Primary Care Corner with Geoffrey Modest MD: BP Self-Monitoring/Self-Titrating Decreases BP

By Dr. Geoffrey Modest

Article in JAMA on benefit of patients’ blood pressure monitoring and self-management (see doi:10.1001/jama.2014.10057). In this UK study 552 high-risk patients (at least 35 yo with history of stroke or TIA; coronary artery disease with either CABG, MI or poorly controlled angina; diabetes; or chronic kidney disease stage 3 with GFR 30-59, and a baseline BP>130/80), were randomized (unblinded) to the intervention (blood pressure self-monitoring with individualized self-titration algorithm) vs control (usual care), with target BP of 125/75). Patients were excluded if BP>180/100, or on more than 3 BP meds. Main outcome was difference in systolic blood pressure after 12 months. Results:

  • Mean baseline BP was 143/80. mean age 70, 60% men, 97% white, BMI 31, 79% professional or skilled workers
  • After 12 months: the intervention group achieved BP 128/74, control group 139/77, with a significant difference from the baselines of each group of 9.2/3.4. Data at 6 months was 6.1/3.0 difference. More meds in intervention group (mean daily dose, per WHO criteria, 3.34 vs 2.61). Subgroup analysis: no diff by underlying disease, gender, age
  • No diff in adverse events

For perspective, a few points:

  1. Hypertension is leading risk  factor for disease burden/cause of premature mortality globally; and in the US, only about 1/2 meet the guideline-suggested goal (which, is better with JNC-8 criteria, but still in the 50% range)
  2. There are evident issues with this study methodology: those in the intervention group had more personal training and contact with health professionals; this was a pretty particular group with very particular inclusions and exclusions; the group was a pretty educated white middle-class group so ?? generalizability
  3. Blood pressure goals have changed since this study started (are higher), so is this useful?

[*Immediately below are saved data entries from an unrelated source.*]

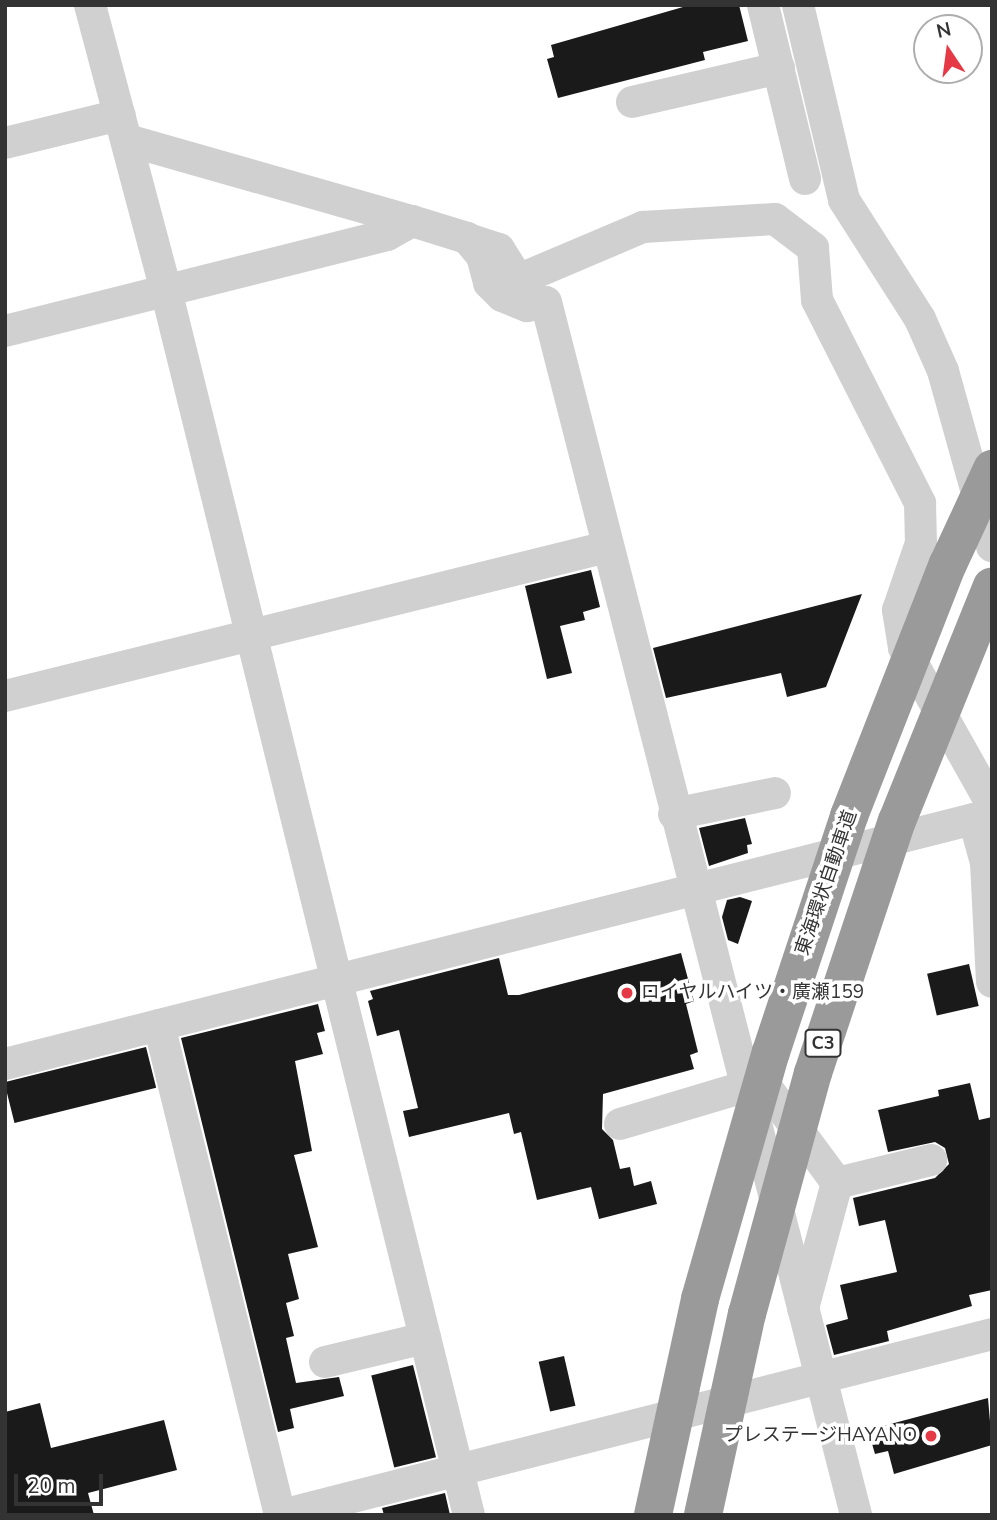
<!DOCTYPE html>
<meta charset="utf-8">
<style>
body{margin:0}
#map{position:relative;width:997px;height:1520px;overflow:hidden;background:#fff;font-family:"Nunito Sans","Noto Sans JP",sans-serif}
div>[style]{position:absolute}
.building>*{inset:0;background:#1a1a1a;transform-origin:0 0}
.street>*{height:32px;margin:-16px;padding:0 16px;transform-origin:16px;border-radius:16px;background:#d0d0d0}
.highway-bridge>*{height:38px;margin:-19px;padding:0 19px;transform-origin:19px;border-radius:19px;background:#9a9a9a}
.dots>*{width:19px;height:19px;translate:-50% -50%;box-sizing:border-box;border:4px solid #fff;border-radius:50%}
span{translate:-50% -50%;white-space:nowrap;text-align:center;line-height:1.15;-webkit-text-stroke:7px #fff;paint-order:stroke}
.shield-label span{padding:2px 5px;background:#fff;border:2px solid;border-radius:5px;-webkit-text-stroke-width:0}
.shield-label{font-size:18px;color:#333;font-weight:700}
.street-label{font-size:19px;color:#333}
.poi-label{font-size:19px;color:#333}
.left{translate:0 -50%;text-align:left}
.right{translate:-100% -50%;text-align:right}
.frame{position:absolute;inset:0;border:7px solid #333;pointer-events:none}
.north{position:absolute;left:913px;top:14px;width:70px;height:70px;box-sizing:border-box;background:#fff;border:2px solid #adadad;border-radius:50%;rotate:347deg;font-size:19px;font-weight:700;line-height:28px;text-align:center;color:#333}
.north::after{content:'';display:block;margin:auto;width:24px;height:32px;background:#e63946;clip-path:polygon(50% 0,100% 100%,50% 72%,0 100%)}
.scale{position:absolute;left:14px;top:1474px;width:89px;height:32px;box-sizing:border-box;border:4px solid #333;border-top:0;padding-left:9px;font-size:21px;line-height:24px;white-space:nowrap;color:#333;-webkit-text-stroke:5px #fff;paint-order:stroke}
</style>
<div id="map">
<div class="building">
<i style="clip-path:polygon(690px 5px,739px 5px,748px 41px,703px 52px,705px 60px,558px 98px,547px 59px,554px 57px,551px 45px)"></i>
<i style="clip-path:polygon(591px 570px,600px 607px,583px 612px,585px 620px,560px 626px,572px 673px,547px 679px,525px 586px)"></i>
<i style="clip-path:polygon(862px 594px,826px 687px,787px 697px,781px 673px,666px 698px,653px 648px)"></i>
<i style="clip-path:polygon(745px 818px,752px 844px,747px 845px,748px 853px,709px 866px,699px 828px)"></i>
<i style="clip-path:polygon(740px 897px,752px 901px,738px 944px,728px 940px,722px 917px,727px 900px)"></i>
<i style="clip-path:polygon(681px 953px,694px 1001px,686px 1004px,698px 1052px,690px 1055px,694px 1069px,603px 1094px,602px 1129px,613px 1140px,620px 1169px,630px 1167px,634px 1186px,651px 1181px,657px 1204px,599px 1219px,591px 1187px,537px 1200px,521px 1132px,514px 1134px,509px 1113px,409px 1137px,403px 1111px,418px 1108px,399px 1030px,377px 1036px,368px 1001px,373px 999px,370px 991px,499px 958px,508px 995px,519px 995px)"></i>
<i style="left:969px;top:964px;width:43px;height:43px;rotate:77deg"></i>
<i style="clip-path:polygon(318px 1004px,325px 1031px,317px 1033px,323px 1054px,295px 1061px,312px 1151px,294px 1155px,318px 1247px,288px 1254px,299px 1299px,286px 1303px,294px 1336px,286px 1338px,296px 1383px,339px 1377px,344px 1396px,290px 1409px,294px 1428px,278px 1432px,181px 1038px)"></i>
<i style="left:146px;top:1047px;width:42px;height:146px;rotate:76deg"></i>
<i style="clip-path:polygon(970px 1083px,979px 1120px,992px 1117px,992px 1290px,969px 1295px,972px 1306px,887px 1331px,889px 1341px,834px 1355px,826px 1325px,848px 1319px,840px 1285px,897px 1272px,885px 1220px,859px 1226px,853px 1198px,935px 1178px,949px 1164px,945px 1148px,935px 1142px,888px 1152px,878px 1110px,939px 1096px,938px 1090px)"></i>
<i style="left:564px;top:1356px;width:51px;height:26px;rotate:77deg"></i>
<i style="left:413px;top:1365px;width:95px;height:43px;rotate:76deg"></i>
<i style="clip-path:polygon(988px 1398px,992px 1445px,894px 1474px,888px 1451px,875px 1454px,868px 1430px)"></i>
<i style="clip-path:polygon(40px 1403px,51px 1448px,164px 1420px,177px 1470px,88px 1493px,94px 1515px,5px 1515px,5px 1412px)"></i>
<i style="clip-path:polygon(445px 1493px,450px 1515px,384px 1515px,382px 1508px)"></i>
</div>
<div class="street">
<i style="left:90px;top:5px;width:295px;rotate:75.1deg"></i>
<i style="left:166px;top:290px;width:1262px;rotate:76.11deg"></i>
<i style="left:763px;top:5px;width:179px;rotate:76.4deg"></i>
<i style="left:798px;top:5px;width:200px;rotate:76.7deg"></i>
<i style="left:844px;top:200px;width:141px;rotate:57.4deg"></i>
<i style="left:920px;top:319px;width:57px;rotate:66.1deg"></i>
<i style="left:943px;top:371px;width:182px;rotate:74.4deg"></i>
<i style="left:632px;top:102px;width:151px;rotate:-13deg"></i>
<i style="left:127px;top:140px;width:296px;rotate:15.9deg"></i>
<i style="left:5px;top:143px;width:118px;rotate:-13.7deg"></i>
<i style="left:471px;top:240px;width:29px;rotate:18deg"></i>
<i style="left:499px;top:249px;width:36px;rotate:58deg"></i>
<i style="left:518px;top:280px;width:136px;rotate:-23deg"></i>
<i style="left:643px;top:227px;width:132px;rotate:-3.5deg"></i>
<i style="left:775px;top:219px;width:48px;rotate:37.3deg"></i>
<i style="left:813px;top:248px;width:52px;rotate:85.6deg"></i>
<i style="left:817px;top:300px;width:228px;rotate:63.1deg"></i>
<i style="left:920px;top:503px;width:40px;rotate:88.6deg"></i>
<i style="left:921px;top:543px;width:71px;rotate:108.9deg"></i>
<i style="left:898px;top:610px;width:38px;rotate:81deg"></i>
<i style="left:904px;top:648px;width:180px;rotate:60.7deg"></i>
<i style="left:5px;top:331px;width:394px;rotate:-14.1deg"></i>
<i style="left:387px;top:235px;width:29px;rotate:-29deg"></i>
<i style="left:412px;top:221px;width:58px;rotate:17.2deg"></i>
<i style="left:467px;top:238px;width:23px;rotate:50deg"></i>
<i style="left:482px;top:256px;width:28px;rotate:75deg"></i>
<i style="left:489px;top:283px;width:18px;rotate:45deg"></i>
<i style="left:502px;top:296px;width:27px;rotate:22deg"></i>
<i style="left:527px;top:306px;width:19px;rotate:-12deg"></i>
<i style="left:546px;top:302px;width:1252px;rotate:75.66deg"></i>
<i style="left:5px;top:696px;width:620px;rotate:-13.9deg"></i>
<i style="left:674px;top:814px;width:103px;rotate:-11.7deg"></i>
<i style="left:159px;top:1025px;width:505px;rotate:76.13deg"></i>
<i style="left:5px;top:1064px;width:999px;rotate:-14.19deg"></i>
<i style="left:974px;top:819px;width:46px;rotate:74.7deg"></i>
<i style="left:986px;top:863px;width:119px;rotate:87.1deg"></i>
<i style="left:752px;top:1068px;width:143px;rotate:53.5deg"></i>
<i style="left:837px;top:1183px;width:130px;rotate:105.2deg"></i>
<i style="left:620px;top:1124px;width:129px;rotate:-16.6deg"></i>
<i style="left:837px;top:1183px;width:97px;rotate:-13.7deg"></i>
<i style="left:325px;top:1362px;width:103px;rotate:-13.5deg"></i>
<i style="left:282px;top:1515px;width:733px;rotate:-14.3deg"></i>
</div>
<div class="highway-bridge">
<i style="left:653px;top:1515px;width:221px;rotate:-77.7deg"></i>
<i style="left:700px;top:1299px;width:257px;rotate:-74deg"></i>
<i style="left:771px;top:1052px;width:249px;rotate:-71.7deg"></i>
<i style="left:849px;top:816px;width:271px;rotate:-68.6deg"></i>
<i style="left:948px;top:564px;width:105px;rotate:-65.1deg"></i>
<i style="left:703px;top:1515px;width:206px;rotate:-77.7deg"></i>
<i style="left:747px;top:1314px;width:250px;rotate:-74.7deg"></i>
<i style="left:813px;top:1073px;width:266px;rotate:-71.6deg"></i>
<i style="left:897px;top:821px;width:253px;rotate:-68deg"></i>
</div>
<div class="dots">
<i style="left:627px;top:993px;background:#e63946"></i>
<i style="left:931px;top:1436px;background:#e63946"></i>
</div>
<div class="shield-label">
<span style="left:823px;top:1043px">C3</span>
</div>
<div class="street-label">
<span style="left:827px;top:883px;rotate:-71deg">東海環状自動車道</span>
</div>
<div class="poi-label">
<span class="left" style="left:641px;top:993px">ロイヤルハイツ・廣瀬159</span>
<span class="right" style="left:917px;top:1436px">プレステージHAYANO</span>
</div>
<div class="frame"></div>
<div class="north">N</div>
<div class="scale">20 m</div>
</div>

  1. There probably is a real utility in empowering patients in terms of their health (i.e., converting the traditional doctor-patient relationship from one of the patient passively accepting the wisdom and instruction of the clinician to one where the patient is actively involved in monitoring and fixing the problem). And there are some old medication adherence studies from the 1970s which found that in the group of patients who were not taking hypertension meds regularly, giving them blood pressure cuffs and training led to much higher levels of medication taking (my recollection: in 2 studies, one in a workplace and one in a shopping mall, they found patients who were not taking their meds and acknowledged it, were given BP cuffs and instructions, and on follow-up about 30% of them had achieved improved medication-taking and blood pressure control).
  2. In my own practice over the years (in a predominantly poor, non-English speaking community), home blood pressure monitoring has improved blood pressure control (I always ask the patient to bring in their cuff to make sure it is accurate), and a few patients with more erratic blood pressure have done exceedingly well self-titrating their medications depending on the blood pressure readings (with my giving them clear instructions about how to do so). My guess is that part of the benefit of this self-titration approach is that blood pressure does vary significantly from day-to-day (related to food intake, variability of smoking/alcohol, weather – e.g. esp. my older patients have lower blood pressure on hot days when they sweat a lot, exercise, etc.), and that self-titration allows better day-to-day control (sort of similar to diabetics who can check their blood sugar after a meal to see which foods are good or bad for them, as well as adjust their rapid insulin based on the result)
  3. There are relatively impressive data suggesting that home blood pressure evaluation is more predictive of clinical events than office-based blood pressure readings, adding another aspect validating this home-based approach. E.g., see meta-analysis (htn ambulat bp monitor metanal bmj 2011 in dropbox, or doi: 10.1136/bmj.d3621) or the really extensive (and really good, from my perspective) NICE recommendations (see for a summary of recommendations, or for full recommendations)
  4. It seems reasonable to assume that the above technique would apply equally well to the higher BP goals we currently accept.